Maybe librarians thought that would be too complicated. Or maybe, by then, the Dewey system was so established that librarians were reluctant to mess with it.
Well, they’re messing with it now. And the results are terrific.
In recent years, some children’s librarians have taken a close look at their nonfiction collections and done some rearranging to better serve the needs of their young, curious patrons.
For example, Judi Paradis, the fantastic teacher-librarian at Plympton Elementary School in Waltham, MA, has rearranged her collection so that students interested in mummies, U.S. states, and outer space can find the full range of books on each of these topics more easily.
Judi noticed that most books about outer space have Dewey Decimal numbers between 520 and 525. But rockets are at 629. Since children interested in planets might also want to know more about rockets, Judi now shelves books about rockets at 520.

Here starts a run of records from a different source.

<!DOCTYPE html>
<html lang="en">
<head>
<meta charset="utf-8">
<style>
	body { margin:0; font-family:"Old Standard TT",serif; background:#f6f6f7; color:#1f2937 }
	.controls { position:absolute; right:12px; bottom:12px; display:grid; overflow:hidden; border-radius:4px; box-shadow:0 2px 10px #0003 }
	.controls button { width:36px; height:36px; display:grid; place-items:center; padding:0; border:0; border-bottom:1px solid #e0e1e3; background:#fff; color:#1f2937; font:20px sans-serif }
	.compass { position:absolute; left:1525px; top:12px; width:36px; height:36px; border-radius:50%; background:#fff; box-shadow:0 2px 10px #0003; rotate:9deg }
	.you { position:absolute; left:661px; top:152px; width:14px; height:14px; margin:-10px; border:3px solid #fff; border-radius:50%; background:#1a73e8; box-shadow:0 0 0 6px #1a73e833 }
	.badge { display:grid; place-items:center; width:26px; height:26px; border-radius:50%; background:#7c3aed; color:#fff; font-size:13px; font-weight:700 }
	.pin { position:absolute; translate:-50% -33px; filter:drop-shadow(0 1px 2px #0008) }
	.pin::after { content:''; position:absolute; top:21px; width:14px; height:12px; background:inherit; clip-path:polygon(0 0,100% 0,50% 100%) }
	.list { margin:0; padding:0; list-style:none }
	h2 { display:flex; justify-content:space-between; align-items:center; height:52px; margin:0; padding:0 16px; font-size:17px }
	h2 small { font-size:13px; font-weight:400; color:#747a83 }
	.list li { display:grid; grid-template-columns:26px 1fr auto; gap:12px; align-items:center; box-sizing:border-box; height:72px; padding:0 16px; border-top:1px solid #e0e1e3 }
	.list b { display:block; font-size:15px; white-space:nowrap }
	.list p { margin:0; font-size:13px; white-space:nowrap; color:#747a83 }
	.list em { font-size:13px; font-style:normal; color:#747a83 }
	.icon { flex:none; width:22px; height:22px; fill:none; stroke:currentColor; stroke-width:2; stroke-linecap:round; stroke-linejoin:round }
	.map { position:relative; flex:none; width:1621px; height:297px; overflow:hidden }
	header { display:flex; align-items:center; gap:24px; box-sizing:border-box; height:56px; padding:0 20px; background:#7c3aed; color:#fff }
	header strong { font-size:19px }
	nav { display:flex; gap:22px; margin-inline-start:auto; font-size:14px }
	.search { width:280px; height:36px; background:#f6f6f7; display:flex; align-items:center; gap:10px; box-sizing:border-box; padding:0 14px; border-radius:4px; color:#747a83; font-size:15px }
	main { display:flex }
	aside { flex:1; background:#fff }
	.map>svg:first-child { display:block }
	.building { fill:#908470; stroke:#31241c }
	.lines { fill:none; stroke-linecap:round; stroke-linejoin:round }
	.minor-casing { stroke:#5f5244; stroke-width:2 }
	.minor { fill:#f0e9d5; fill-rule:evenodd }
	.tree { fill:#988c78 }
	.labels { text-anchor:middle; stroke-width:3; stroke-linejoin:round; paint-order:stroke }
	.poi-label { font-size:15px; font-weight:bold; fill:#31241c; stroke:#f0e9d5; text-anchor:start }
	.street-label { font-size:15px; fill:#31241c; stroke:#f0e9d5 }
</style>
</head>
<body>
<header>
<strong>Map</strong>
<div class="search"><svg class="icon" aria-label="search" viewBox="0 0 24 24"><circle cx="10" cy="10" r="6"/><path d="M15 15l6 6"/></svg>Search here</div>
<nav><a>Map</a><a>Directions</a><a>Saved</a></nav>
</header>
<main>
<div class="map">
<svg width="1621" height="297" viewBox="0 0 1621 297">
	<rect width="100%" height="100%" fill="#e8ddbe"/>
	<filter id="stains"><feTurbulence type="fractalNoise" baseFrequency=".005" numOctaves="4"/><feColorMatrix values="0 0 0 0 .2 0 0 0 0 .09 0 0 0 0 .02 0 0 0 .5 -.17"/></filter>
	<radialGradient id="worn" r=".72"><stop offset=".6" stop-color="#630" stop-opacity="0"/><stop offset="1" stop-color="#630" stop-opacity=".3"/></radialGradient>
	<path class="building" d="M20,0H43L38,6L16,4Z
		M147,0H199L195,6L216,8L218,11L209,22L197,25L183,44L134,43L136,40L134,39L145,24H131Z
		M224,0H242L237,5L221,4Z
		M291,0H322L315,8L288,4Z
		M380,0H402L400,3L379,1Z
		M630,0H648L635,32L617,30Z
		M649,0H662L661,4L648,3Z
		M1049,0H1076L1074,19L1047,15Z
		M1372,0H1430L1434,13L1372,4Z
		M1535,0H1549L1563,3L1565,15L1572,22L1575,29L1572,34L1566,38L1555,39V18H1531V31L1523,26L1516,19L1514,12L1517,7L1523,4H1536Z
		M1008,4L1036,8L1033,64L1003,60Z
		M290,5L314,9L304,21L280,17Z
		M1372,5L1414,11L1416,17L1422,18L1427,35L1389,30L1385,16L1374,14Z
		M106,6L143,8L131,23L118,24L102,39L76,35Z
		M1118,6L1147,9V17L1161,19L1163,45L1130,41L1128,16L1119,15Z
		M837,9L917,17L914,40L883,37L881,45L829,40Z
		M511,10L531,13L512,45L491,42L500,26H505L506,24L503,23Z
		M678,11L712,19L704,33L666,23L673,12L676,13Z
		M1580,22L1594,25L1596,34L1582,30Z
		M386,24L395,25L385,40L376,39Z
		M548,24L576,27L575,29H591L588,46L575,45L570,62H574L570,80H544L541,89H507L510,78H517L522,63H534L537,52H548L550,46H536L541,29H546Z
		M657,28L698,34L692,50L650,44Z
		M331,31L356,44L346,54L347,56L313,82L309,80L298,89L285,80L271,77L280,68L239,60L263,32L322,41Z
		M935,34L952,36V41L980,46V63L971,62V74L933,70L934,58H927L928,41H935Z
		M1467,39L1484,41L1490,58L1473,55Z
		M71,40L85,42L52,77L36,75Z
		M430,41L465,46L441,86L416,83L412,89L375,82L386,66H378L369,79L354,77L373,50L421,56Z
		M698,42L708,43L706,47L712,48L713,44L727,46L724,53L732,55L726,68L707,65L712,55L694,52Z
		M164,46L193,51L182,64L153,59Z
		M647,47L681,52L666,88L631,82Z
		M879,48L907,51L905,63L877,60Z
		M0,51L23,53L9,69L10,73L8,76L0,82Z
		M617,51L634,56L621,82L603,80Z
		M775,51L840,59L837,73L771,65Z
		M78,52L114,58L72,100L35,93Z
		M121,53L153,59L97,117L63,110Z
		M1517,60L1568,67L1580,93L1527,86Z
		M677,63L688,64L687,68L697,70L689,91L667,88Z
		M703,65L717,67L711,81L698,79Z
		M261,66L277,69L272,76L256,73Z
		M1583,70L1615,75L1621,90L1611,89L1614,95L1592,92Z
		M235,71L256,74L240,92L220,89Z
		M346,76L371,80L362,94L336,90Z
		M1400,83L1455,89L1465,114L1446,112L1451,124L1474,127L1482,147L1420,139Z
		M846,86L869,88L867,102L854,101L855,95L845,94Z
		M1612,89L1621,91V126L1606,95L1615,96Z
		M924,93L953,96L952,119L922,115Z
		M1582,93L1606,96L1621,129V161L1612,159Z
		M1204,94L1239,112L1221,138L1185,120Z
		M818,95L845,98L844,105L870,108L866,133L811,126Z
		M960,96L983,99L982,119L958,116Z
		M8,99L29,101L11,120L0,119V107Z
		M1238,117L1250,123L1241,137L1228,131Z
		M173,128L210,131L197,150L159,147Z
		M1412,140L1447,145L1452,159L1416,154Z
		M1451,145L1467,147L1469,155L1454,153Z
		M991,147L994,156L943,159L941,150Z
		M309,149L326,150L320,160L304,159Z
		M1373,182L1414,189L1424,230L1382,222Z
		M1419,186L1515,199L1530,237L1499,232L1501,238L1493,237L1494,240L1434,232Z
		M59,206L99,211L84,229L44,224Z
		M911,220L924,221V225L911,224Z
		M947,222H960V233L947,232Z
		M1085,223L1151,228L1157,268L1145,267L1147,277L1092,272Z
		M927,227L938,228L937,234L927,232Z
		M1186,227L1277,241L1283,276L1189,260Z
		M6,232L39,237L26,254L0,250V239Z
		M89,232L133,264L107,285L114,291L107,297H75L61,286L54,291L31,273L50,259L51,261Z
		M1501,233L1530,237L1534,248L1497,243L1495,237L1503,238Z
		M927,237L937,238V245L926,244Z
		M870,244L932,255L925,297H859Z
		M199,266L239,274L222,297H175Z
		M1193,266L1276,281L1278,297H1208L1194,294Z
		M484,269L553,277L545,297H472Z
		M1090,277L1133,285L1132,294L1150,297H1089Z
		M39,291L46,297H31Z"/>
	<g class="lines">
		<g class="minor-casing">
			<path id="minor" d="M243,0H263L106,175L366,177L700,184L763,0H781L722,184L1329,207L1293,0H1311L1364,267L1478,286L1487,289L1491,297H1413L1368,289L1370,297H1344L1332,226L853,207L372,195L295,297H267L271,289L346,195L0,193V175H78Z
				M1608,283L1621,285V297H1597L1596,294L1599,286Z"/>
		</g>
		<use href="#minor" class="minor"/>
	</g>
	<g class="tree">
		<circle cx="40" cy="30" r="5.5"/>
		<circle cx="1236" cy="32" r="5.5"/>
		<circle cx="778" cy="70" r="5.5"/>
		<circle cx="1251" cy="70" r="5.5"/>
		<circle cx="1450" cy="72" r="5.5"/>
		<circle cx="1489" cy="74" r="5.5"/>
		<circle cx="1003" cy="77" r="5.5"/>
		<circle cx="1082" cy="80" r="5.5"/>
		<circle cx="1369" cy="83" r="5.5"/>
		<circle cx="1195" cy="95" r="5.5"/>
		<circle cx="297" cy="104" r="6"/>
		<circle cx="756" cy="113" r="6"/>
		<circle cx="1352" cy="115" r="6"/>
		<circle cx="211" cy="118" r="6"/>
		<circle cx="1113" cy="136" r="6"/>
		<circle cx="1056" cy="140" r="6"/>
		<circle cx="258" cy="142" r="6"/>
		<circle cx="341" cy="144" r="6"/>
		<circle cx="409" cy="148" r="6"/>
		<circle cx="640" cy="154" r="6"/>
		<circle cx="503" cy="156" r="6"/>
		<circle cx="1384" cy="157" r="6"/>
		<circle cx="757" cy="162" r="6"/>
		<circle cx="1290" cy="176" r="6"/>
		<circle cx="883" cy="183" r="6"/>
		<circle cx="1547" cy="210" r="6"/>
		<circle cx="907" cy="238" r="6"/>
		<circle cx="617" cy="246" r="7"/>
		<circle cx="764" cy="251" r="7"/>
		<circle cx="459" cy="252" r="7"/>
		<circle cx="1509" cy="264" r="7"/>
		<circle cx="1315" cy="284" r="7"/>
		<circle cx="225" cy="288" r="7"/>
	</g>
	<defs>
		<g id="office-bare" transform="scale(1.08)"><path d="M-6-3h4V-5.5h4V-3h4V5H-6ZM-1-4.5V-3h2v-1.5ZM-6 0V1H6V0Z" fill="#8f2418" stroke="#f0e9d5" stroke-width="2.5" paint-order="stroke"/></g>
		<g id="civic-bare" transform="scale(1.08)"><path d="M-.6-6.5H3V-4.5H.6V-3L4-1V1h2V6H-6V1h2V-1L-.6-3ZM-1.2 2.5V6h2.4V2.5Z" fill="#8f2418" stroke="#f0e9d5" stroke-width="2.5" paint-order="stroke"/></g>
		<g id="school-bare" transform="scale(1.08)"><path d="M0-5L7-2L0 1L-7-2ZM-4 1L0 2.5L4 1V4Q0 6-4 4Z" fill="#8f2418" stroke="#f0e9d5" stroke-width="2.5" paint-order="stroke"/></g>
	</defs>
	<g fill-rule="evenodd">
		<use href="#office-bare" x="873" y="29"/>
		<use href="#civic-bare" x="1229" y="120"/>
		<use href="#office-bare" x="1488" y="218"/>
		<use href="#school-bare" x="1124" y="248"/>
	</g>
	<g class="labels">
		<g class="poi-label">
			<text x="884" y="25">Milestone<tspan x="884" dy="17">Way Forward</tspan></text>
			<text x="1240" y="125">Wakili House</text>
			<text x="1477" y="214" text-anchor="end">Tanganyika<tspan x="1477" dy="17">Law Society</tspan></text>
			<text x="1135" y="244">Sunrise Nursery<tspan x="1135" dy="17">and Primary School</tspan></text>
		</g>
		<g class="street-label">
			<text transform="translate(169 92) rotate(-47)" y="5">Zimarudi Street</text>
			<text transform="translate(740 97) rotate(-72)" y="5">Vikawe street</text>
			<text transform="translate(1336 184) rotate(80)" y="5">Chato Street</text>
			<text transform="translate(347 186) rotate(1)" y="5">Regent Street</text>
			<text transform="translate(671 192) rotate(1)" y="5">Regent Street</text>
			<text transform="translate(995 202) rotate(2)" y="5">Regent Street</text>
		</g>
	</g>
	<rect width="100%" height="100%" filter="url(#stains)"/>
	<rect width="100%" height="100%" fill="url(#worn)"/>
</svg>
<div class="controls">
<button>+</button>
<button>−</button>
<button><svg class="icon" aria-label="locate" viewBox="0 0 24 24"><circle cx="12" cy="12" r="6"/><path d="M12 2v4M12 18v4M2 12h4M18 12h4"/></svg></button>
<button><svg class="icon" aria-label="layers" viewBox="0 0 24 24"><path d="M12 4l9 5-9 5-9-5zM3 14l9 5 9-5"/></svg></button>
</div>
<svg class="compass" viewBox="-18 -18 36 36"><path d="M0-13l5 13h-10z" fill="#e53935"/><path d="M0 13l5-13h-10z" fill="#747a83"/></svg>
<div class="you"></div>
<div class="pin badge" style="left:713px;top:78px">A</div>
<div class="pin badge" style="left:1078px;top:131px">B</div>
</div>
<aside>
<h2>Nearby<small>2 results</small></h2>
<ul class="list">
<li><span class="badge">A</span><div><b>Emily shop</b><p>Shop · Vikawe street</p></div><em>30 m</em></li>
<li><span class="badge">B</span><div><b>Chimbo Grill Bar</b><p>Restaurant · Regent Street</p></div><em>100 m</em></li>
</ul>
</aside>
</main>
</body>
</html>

Most books about mummies have Dewey Decimal numbers in the 360s, but Egyptian mummies are in the 930s. Judi decided to shelve all the mummy books in the 930s and doesn't worry about the South American mummies getting upset.
I think these are great changes and would encourage more children’s librarians to take a close look at their collections and consider moving books to places where curious young mind can find them most easily.